No les puedo yo decir lo agotado que salió el pobre señor de la casa del estudio. Ni cuando corrió el maratón lo vi así.

La tomografía arrojó que tenía neumonía. Sí, lo que tanto teme uno que suceda con el COVID fue lo que sucedió.

Hubieron dos cosas muy positivas.

1. Que la familia conoce a un neumólogo y no tuvimos que esperar tanto para poder tener un
especialista revisando su caso.
2. La neumonía se detectó de forma relativamente temprana.

Rápidamente le recetaron inyecciones y oxígeno para combatir la neumonía, así como reposo absoluto. Consejo no pedido: Aprendan a inyectar. Uno nunca sabe cuándo se va a requerir.

El medicamento y el oxígeno comenzaron a ayudarle rápidamente y en 2 días su oxigenación
había mejorado y ya podía ir al baño sin sofocarse.

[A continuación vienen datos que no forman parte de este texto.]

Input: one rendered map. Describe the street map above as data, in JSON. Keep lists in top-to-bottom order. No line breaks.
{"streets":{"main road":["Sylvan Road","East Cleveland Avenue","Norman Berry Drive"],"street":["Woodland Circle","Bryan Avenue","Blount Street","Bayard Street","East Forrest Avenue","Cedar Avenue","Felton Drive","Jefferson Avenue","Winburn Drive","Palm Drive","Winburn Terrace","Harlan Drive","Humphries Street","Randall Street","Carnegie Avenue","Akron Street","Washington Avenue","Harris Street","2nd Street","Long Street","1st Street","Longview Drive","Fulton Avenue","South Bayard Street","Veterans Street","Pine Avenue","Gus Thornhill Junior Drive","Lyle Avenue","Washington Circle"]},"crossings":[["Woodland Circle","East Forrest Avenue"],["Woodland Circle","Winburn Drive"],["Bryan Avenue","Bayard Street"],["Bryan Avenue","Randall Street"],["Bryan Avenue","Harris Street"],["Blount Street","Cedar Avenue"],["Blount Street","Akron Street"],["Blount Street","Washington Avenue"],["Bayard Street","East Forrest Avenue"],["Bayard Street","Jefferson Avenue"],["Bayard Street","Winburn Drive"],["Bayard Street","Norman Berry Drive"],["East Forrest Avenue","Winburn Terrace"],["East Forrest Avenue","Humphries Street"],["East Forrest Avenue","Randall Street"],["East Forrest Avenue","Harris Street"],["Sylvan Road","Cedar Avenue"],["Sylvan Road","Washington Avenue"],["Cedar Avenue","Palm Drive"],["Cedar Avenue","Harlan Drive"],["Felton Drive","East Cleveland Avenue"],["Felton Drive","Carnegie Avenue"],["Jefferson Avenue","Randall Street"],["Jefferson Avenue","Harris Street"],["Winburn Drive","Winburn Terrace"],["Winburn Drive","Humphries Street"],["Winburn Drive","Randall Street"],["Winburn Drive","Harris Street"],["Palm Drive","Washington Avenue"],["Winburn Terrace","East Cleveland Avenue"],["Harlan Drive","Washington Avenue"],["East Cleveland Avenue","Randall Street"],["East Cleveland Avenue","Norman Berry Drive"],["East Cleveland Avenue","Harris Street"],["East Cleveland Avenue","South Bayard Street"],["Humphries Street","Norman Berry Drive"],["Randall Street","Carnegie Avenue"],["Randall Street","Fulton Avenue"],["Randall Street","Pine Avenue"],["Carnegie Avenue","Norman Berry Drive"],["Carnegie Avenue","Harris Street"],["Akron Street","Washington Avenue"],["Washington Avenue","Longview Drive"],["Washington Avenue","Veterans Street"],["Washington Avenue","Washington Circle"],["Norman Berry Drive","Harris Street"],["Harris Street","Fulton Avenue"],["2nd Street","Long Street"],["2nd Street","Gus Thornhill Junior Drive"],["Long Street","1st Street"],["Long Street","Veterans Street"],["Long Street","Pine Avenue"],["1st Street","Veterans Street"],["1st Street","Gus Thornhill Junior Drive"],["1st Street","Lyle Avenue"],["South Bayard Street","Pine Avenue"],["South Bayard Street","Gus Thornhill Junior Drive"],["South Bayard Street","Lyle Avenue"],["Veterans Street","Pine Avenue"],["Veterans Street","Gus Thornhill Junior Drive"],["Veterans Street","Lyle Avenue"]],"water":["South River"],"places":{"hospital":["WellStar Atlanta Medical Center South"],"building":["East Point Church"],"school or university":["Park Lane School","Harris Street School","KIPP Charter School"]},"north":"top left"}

Para el 31 de diciembre pudimos cerrar el año los 4 sentados en el comedor, brindando con
refresco por el inicio del año y 3 días después, celebrar aún más las pruebas negativas de
todos y el alta.

No les voy a mentir, fueron unos días espantosos. Estuve muy angustiada y enojada. Tuve mucho miedo. Y hoy agradezco más que nunca la posibilidad que tuvimos de estar en manos de buenos médicos y tener acceso a los medicamentos indicados. Por fin salimos de esta.

Y bueno, para que se rían un poco, les cuento que mis cuñados, que pasaron Año Nuevo juntos, regresaron positivos a COVID. Así que estoy convencida que si no hubiera sido en el momento que nos dio, seguro hubiera sido cuando les dio a ellos porque el plan era pasarla juntos.

Y no, no es gracioso que mis cuñados estén enfermos, sino las casualidades de la vida.

En fin, hoy por hoy, conozco a muchas personas muy cercanas que están infectados, aislados en casa. Seguramente ustedes también. Así que de nuevo: No hay que bajar la guardia.